* PROBLEM TO SOLVE:
Tally the lines in the data below where the word "linecap" appears, and give the tally alone.

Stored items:

★ ★ ★ ★ ★ ★ ★

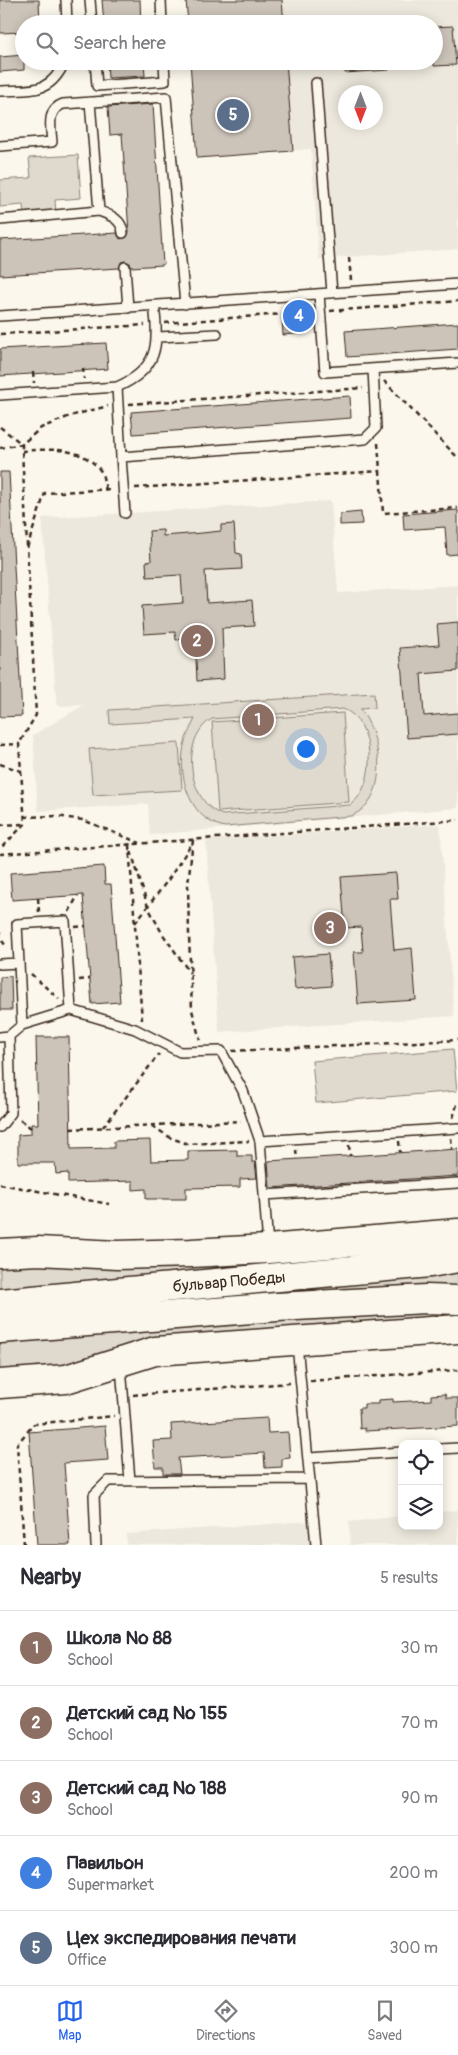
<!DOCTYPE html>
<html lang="en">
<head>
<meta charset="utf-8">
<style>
  :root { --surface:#fff; --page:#f7f7f7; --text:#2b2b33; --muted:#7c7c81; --line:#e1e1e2; --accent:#2563eb }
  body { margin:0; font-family:Pangolin,sans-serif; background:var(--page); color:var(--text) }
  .controls { position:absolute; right:15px; bottom:15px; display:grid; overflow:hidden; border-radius:10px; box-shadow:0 2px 12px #0003 }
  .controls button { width:45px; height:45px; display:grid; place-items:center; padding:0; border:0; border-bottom:1px solid var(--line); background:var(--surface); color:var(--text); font:25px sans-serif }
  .compass { position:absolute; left:338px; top:85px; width:45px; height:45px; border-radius:50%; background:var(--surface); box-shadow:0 2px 12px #0003; rotate:180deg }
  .you { position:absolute; left:305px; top:748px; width:18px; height:18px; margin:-12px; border:4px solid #fff; border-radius:50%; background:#1a73e8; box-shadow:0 0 0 8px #1a73e833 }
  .badge { display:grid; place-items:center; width:32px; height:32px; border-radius:50%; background:var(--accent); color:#fff; font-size:16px; font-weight:700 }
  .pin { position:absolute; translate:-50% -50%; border:2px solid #fff; box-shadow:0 1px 5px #0006 }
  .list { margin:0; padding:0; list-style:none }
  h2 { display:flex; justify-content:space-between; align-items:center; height:65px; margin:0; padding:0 20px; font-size:21px }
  h2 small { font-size:16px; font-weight:400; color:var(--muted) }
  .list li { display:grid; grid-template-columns:32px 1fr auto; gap:15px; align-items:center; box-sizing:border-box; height:75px; padding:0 20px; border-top:1px solid var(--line) }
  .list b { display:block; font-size:19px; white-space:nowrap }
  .list p { margin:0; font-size:16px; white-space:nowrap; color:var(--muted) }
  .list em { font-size:16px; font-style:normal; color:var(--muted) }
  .icon { flex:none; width:28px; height:28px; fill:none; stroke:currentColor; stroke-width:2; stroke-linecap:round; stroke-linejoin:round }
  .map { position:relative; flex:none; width:458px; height:1545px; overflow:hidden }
  .search { position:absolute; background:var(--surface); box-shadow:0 2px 12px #0003; left:15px; right:15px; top:15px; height:55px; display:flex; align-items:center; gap:12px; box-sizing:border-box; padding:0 18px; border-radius:28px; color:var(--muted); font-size:19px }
  .sheet { height:440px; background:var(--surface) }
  nav { display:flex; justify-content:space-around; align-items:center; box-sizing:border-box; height:70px; border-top:1px solid var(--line); background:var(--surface); font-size:14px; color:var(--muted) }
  nav a { display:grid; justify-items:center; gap:2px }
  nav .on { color:var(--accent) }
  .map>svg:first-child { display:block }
  .built { fill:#ede8dd; fill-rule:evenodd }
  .green { fill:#dfd9ce; stroke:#8d8276; fill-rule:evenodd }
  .building { fill:#ccc4b9; stroke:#3b2a1e }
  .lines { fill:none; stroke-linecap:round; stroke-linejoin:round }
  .service-casing { stroke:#3b2a1e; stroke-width:12 }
  .primary-casing { stroke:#3b2a1e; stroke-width:31 }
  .path { stroke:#3b2a1e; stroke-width:2.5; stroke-dasharray:5 4; stroke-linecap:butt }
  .service { stroke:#fbf7ec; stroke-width:9 }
  .primary { stroke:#fbf7ec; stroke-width:28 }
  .labels { text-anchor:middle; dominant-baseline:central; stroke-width:4.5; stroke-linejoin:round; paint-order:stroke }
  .street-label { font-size:16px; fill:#3b2a1e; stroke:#fbf7ec }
</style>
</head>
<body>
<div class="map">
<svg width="458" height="1545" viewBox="0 0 458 1545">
  <rect width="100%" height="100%" fill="#fbf7ec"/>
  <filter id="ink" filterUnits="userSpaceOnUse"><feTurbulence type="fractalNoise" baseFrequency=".02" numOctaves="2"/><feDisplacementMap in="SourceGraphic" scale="10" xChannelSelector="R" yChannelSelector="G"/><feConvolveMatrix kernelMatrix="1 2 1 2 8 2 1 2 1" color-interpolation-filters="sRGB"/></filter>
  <g filter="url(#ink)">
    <!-- built -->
    <path class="built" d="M186,0H458V249L319,259L311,149L197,158L190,61H434V24H188ZM346,92H376V122H346Z
      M331,501L338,593L458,585V808L150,835L148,804L38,811L33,735L84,705L57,706L42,518Z
      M440,824L454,1016L219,1032L206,840Z
      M458,1510V1545H350L349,1522L402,1516V1526H439V1512Z
      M310,1521L311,1545H127L126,1534Z"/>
    <!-- green -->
    <path class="green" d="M78,155L81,198L55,200L56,214L24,216L23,205L0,207V180L31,178L29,158Z
      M374,693L375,708L360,709C382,737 391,799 351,816L225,827C192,821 179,782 183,752C184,740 190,729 195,719L110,724L109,710ZM343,709C375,720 378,786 350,805L223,815C187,803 180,737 212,719Z
      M343,713L349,802L218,812L212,722Z
      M179,743L182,790L93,795L89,749Z
      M453,1049L457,1091L316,1103L312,1061Z
      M458,1240V1249L0,1290V1262Z
      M458,1273V1293L0,1312L419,1277Z
      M458,1309V1320L79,1366L0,1374V1340L359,1311Z"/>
    <!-- building -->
    <path class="building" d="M0,0H39L40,24H24V32L0,33Z
      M102,0H140L141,24H104Z
      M186,0H282L284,24H188Z
      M453,26L456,65L434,66V27Z
      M24,55V70L0,72V57Z
      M107,61H144L145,76L108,78Z
      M190,61H286L293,151L197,158Z
      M344,61H389V70L345,73Z
      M153,104L163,265L131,267L130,263L125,261L121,262L119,268L0,275V240L117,233L120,239L127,237L129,232L122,134L110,135L108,107Z
      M303,314L305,333L283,335L282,316Z
      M458,323V349L347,357L345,331Z
      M106,343L108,369L0,376V349Z
      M350,396L351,418L133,434L131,412Z
      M0,472H9L22,716L0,717Z
      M458,510V554L447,555L445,527L404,530L403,514Z
      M361,512L362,524L340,525V514Z
      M234,524L236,553L241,554L242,569L205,571L207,603L252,600L254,626L222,628L224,679L197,681L195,638L176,640L175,632L144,634L142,606L183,603L181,575L147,577L146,562L151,561L149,531L163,530V536L202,533L221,531V525Z
      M458,622V671L421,674L424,716L458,713V734L407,738L400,648L439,645L437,624Z
      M104,866L105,884H111L120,1002L92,1004L83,895L12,900L10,873Z
      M396,873L398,899H390L394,950L412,948L416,1000L358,1004L354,952H363L361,927L345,928L341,877Z
      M328,954L331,986L295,989L292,957Z
      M11,976L12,1010H0V977Z
      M36,1037H69L71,1149L114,1148V1141L150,1140L151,1161L188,1160V1151L237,1150V1156H252V1162H255L257,1178L240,1179V1187L186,1188V1199H146V1189L133,1190V1181L68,1183V1173L56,1174L55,1163H18V1135L31,1134V1124H38Z
      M458,1149V1176L270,1188L268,1161Z
      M445,1394L446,1398H458V1426L365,1431V1428L360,1429L359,1408H364V1404H378V1400L393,1399V1402L431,1400V1395Z
      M267,1418L268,1433L288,1432L290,1458L282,1459V1467L265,1468L264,1453L178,1458L180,1474H163V1467H155L153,1441L172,1440L171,1424Z
      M105,1426L108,1460L64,1463L70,1545H37L29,1432Z"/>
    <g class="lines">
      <!-- service casing -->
      <g class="service-casing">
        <path id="service" d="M66,0L67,24
          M90,0L92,24
          M161,0L162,24
          M95,61L97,86L165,81L164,61
          M316,83L332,293
          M0,91C32,89 50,95 65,61
          M0,146L52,142C51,128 46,110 63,104L166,97L185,304
          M99,211C110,215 122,219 123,233
          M0,220L99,211L90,102
          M125,267L128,308
          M319,294L325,372L458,363
          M0,316L458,284
          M158,337L217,334
          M117,387L121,457L365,439L376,428L373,369
          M0,395L117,387C157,370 160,346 154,306
          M121,457L125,513
          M19,963L17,924L65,921L71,1010L22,1025
          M0,964L19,963L22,1025L9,1036L0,1037
          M71,1010L135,1029L180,1052L221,1051L243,1091L260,1141L268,1246
          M0,1127L11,1113L9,1036
          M260,1141L458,1128
          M264,1195L458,1183
          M297,1344L316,1545
          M121,1366L130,1481
          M439,1449L458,1448
          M309,1458L402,1452
          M96,1545L94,1495L108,1481L310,1479"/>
      </g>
      <!-- primary casing -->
      <g class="primary-casing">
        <path id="primary" d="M0,1253L38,1251L117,1255L191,1253L268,1249L458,1233
          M0,1303L430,1263L458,1258
          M0,1329L277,1307L426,1299L458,1300
          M0,1384L66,1379L155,1351L458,1329"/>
      </g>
      <!-- path -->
      <path class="path" d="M349,258L351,280
        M330,311L458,301
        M165,323L309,312
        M0,334L145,325
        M83,368L84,379
        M33,372L34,383
        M384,381L458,458
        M129,404L363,388
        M0,427L22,444V451L36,715L19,744
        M378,443L383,513L458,508
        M0,448L22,444L41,428L70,416L108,406
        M22,451C48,449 82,446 100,470C103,474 104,483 106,489
        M135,488L380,471
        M27,548L45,493L112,489
        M0,745L19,744L25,824L0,849
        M0,764L21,771
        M24,817L56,816L83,820L140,843
        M0,825L23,824
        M193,840L188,884L189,935L192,1010L200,1040
        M129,845L142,1020
        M131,851L148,907L162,933L190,973
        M0,854L458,820
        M38,898L39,912
        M69,912L78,895
        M135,923L168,880L193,842
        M75,927L86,926
        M0,932V938L6,946
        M31,974L59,999
        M79,980L90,979
        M232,1051L458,1040
        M453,1118L458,1101
        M20,1120L31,1128
        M152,1126L171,1138L188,1144L249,1141
        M103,1127L159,1054
        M70,1129L241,1121
        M451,1138L452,1149
        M399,1141L400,1152
        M349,1145L350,1156
        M296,1150L297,1159
        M0,1184L109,1204
        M310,1381L458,1370
        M133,1395L290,1383
        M24,1545L17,1444L34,1424L114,1416"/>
      <!-- service -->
      <use href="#service" class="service"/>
      <!-- primary -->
      <use href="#primary" class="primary"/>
    </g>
  </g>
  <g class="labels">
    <!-- street labels -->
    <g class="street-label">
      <text transform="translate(229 1282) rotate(-5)">бульвар Победы</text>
    </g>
  </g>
</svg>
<div class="controls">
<button><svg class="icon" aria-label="locate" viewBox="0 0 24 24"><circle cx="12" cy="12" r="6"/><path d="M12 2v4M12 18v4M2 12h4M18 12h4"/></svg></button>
<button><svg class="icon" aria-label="layers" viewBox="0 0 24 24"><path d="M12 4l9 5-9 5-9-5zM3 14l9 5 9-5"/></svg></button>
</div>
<svg class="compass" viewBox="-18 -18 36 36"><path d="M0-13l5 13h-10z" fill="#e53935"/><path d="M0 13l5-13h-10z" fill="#7c7c81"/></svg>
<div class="you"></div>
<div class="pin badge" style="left:258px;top:720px;background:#8d6e63">1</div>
<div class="pin badge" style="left:197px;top:641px;background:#8d6e63">2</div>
<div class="pin badge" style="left:330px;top:928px;background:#8d6e63">3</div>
<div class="pin badge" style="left:299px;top:316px;background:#3f7fe0">4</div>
<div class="pin badge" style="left:233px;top:115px;background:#5c6f8a">5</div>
<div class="search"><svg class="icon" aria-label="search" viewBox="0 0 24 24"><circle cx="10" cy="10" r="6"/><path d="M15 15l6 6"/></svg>Search here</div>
</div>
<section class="sheet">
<h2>Nearby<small>5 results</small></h2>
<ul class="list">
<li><span class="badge" style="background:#8d6e63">1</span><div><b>Школа № 88</b><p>School</p></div><em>30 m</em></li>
<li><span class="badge" style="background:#8d6e63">2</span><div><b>Детский сад № 155</b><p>School</p></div><em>70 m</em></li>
<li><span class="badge" style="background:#8d6e63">3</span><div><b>Детский сад № 188</b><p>School</p></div><em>90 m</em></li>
<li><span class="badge" style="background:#3f7fe0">4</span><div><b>Павильон</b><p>Supermarket</p></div><em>200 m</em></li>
<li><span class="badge" style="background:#5c6f8a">5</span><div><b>Цех экспедирования печати</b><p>Office</p></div><em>300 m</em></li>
</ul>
</section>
<nav>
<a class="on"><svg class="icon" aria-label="map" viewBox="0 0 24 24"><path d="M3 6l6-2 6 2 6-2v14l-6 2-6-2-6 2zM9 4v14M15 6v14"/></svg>Map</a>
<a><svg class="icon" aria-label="directions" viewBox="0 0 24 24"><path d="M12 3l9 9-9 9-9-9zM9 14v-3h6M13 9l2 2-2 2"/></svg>Directions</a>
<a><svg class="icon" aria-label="saved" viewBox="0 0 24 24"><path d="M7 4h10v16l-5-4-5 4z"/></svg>Saved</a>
</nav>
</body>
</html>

★ ★ ★ ★ ★ ★ ★

* WRITTEN RESPONSE:
3